HOW TO COMPLETE THIS TASK: Scan the lines below for the string "controls" and copy every one that has it.

THE INPUT:
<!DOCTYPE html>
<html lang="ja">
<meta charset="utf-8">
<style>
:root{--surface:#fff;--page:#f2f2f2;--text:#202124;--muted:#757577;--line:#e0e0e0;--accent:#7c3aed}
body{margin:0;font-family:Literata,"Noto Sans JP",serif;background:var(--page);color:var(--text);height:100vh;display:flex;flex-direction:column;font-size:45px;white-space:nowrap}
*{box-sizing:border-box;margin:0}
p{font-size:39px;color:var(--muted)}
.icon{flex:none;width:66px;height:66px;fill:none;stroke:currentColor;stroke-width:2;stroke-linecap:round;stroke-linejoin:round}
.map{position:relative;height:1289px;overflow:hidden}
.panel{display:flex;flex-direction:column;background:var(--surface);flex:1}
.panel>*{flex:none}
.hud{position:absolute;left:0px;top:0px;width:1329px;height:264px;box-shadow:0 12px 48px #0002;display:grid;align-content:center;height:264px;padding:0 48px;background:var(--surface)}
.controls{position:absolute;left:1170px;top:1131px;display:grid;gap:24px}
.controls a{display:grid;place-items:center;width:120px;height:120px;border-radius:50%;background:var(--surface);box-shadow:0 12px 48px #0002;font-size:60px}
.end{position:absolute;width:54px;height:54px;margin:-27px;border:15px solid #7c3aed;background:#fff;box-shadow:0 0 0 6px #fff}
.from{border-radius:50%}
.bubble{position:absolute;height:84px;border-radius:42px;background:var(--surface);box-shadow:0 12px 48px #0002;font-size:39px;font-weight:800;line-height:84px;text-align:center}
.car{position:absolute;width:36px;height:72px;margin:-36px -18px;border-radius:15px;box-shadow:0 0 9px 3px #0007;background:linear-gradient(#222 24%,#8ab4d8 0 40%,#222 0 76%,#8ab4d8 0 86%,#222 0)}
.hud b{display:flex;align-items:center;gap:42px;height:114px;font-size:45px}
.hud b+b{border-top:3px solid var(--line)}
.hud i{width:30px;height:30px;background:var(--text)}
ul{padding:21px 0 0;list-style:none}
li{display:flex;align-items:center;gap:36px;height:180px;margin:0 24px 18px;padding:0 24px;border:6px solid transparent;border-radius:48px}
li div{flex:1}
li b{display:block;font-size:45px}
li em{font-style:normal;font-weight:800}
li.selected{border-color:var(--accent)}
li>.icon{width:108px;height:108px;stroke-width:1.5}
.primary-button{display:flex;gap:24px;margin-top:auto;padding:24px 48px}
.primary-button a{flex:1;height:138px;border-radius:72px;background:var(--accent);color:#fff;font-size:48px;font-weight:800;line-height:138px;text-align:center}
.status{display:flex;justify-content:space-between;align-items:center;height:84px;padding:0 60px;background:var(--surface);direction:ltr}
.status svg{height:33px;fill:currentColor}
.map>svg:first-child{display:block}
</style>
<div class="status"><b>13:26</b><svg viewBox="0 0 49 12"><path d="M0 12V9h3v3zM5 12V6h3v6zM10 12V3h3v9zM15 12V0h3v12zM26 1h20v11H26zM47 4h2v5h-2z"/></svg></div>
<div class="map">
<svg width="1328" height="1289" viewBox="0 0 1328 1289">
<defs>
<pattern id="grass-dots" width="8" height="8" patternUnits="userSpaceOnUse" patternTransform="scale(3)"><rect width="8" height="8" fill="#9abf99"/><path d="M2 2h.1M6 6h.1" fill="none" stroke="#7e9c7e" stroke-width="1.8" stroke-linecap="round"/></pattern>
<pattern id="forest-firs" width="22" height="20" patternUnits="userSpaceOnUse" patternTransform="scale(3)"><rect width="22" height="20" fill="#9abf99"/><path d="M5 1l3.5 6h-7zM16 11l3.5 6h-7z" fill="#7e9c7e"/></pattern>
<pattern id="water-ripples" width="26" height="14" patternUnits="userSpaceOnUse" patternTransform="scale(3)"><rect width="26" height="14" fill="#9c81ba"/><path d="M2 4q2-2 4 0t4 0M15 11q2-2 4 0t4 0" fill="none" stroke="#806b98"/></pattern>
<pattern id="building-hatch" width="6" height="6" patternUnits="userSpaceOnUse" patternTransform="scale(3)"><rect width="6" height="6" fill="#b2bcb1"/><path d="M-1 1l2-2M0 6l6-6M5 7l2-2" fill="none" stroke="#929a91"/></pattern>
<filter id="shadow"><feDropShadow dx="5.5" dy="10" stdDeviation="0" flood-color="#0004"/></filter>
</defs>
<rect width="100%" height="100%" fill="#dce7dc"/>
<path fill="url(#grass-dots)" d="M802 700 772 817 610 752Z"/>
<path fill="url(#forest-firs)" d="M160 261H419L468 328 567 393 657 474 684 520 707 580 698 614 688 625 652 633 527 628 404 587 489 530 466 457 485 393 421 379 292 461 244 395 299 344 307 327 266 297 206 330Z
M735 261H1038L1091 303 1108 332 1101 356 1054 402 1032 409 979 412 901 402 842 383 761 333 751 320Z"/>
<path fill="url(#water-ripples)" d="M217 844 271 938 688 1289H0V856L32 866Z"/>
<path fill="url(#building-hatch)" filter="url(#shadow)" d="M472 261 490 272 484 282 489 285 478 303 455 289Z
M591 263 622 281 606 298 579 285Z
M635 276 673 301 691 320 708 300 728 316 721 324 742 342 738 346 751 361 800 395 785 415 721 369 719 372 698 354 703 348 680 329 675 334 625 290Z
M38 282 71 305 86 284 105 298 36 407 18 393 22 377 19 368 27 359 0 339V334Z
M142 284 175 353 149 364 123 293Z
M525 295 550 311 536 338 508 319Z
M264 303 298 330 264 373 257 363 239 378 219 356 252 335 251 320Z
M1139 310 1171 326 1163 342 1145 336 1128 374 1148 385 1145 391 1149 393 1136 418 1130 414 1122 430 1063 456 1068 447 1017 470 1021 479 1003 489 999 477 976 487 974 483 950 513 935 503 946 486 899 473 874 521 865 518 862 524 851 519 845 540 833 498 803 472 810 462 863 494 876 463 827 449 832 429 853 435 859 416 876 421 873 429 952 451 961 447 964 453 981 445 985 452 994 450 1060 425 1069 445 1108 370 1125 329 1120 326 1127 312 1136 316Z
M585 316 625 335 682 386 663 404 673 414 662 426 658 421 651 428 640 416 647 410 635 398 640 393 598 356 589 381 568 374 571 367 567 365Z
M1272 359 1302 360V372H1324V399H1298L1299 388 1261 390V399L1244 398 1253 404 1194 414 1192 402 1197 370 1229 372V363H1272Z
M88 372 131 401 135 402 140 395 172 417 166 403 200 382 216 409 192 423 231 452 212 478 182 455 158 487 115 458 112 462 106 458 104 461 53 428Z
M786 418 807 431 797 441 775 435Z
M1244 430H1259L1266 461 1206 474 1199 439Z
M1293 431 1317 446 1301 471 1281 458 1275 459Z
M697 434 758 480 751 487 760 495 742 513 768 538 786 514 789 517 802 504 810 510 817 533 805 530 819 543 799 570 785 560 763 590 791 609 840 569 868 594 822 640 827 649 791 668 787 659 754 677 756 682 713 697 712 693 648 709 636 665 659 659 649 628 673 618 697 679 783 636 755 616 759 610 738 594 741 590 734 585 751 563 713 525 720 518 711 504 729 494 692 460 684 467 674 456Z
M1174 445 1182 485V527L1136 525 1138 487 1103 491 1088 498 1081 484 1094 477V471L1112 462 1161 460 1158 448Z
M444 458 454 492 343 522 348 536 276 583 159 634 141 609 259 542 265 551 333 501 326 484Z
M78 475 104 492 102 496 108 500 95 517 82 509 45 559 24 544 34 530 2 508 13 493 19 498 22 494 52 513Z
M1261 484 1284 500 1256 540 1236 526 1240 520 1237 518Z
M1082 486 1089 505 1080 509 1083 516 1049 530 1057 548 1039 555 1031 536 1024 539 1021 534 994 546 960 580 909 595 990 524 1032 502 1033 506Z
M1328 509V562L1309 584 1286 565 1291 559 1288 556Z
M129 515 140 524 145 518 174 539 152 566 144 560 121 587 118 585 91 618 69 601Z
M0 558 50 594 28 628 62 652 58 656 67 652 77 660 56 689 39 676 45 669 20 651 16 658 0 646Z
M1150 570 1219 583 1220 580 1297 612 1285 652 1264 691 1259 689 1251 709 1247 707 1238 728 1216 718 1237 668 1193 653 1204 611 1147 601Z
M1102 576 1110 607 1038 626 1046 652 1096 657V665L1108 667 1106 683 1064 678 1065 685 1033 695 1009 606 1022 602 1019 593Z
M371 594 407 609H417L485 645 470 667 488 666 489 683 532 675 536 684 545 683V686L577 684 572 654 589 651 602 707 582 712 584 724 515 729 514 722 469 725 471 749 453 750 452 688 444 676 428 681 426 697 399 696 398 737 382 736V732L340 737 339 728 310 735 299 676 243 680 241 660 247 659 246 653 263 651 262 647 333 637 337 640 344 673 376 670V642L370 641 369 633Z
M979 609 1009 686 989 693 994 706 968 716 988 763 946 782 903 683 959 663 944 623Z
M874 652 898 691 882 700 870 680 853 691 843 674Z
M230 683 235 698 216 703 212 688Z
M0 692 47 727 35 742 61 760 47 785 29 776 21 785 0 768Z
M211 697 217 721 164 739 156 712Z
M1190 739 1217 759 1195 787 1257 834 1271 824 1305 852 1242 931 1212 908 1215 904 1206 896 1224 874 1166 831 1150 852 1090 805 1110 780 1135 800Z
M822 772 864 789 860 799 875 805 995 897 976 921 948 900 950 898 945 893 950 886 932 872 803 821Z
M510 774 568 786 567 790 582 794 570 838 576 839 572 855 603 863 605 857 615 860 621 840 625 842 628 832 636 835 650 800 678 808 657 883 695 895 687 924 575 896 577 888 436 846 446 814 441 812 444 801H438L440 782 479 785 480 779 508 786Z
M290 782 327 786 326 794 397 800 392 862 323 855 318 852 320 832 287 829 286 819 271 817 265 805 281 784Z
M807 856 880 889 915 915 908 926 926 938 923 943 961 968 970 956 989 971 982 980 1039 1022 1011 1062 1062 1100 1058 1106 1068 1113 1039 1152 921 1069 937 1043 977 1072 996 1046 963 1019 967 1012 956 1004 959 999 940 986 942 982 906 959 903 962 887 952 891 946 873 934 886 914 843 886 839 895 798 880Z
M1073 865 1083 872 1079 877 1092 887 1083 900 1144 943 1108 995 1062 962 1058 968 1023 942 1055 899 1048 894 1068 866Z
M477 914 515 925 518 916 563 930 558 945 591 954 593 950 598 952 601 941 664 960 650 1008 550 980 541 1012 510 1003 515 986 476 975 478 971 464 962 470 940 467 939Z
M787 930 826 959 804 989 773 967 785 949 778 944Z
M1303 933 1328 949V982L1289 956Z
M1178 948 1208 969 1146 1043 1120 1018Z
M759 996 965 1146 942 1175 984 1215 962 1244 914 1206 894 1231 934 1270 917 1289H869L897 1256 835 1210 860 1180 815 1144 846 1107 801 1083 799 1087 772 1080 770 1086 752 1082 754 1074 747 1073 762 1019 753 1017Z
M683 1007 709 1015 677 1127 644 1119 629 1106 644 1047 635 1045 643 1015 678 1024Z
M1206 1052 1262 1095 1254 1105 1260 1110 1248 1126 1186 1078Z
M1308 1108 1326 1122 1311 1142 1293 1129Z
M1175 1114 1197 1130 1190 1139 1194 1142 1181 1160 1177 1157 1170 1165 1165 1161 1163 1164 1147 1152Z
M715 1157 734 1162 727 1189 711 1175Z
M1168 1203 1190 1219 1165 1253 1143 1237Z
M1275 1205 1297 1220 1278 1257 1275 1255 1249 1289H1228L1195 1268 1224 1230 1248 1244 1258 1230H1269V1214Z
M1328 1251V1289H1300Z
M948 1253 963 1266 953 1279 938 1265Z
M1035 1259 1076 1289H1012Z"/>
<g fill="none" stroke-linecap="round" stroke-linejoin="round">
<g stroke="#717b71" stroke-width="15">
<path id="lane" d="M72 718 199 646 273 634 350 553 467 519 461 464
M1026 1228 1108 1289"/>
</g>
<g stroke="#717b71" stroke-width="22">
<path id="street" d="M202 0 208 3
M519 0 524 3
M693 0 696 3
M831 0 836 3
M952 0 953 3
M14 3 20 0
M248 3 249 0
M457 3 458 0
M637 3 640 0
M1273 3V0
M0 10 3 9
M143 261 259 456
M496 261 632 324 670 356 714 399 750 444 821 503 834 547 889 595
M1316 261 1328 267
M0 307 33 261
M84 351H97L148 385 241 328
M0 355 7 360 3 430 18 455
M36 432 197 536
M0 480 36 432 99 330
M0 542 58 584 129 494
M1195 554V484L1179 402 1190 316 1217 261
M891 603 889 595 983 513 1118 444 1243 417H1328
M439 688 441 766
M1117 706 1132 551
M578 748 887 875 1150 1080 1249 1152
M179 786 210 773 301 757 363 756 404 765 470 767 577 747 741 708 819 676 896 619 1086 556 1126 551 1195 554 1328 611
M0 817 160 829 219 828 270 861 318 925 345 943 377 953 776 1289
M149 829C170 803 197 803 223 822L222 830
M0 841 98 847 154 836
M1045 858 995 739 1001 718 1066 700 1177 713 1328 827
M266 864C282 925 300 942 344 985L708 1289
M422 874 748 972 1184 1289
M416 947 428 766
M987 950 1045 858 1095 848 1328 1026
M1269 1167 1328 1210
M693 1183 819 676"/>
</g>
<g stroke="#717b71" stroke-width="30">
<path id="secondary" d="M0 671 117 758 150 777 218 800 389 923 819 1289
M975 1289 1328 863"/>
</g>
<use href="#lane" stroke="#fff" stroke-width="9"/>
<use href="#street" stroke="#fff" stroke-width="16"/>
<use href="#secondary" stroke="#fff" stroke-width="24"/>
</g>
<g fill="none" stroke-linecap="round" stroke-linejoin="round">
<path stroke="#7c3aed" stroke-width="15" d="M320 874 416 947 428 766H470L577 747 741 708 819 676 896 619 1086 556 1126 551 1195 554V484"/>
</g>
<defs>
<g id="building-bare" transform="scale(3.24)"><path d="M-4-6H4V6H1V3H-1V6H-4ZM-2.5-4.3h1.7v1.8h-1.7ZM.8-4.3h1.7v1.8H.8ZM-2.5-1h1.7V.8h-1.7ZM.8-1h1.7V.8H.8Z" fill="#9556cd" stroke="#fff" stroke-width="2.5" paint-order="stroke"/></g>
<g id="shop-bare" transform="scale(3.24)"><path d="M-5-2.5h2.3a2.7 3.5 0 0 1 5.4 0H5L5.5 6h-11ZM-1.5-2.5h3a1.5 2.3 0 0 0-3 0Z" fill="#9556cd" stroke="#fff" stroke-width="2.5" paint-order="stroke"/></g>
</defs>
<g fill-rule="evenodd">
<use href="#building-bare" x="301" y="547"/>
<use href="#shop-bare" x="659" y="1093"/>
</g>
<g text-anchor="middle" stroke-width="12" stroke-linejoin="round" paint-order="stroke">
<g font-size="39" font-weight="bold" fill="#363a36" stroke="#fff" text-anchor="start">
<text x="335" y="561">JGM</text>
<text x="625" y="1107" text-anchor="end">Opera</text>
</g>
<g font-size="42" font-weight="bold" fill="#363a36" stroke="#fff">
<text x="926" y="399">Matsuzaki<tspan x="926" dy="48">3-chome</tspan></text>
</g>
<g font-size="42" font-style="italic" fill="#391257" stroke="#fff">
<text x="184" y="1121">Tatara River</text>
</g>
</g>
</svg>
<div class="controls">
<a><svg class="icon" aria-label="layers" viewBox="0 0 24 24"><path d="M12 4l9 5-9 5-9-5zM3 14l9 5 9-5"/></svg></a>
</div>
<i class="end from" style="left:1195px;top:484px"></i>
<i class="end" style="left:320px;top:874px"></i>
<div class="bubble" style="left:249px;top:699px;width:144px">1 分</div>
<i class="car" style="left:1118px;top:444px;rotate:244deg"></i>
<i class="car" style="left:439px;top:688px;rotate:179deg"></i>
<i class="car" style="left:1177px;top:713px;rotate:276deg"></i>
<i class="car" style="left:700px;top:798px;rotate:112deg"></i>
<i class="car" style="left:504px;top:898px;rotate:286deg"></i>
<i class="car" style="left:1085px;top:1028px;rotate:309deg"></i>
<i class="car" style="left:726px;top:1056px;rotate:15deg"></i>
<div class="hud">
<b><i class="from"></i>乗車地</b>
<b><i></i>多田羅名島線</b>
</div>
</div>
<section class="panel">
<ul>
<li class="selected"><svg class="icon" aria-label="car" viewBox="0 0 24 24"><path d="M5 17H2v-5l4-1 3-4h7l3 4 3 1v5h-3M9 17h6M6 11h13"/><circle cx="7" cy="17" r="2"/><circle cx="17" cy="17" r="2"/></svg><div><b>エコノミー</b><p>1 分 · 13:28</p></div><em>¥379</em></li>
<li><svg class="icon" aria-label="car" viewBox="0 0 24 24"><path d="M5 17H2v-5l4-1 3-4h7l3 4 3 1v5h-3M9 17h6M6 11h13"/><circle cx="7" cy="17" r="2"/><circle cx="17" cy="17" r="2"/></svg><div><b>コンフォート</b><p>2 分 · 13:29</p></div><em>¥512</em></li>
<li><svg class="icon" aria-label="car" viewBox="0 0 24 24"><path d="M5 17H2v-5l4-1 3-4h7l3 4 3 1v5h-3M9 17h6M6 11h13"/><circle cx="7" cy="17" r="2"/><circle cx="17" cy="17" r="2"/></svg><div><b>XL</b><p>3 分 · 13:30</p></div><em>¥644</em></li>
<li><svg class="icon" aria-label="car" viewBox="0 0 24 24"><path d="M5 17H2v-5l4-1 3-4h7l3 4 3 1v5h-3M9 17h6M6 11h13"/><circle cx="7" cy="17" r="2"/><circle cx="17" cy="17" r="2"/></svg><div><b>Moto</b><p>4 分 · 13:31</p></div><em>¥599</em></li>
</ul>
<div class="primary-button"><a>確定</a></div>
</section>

EXPECTED ANSWER:
.controls{position:absolute;left:1170px;top:1131px;display:grid;gap:24px}
.controls a{display:grid;place-items:center;width:120px;height:120px;border-radius:50%;background:var(--surface);box-shadow:0 12px 48px #0002;font-size:60px}
<div class="controls">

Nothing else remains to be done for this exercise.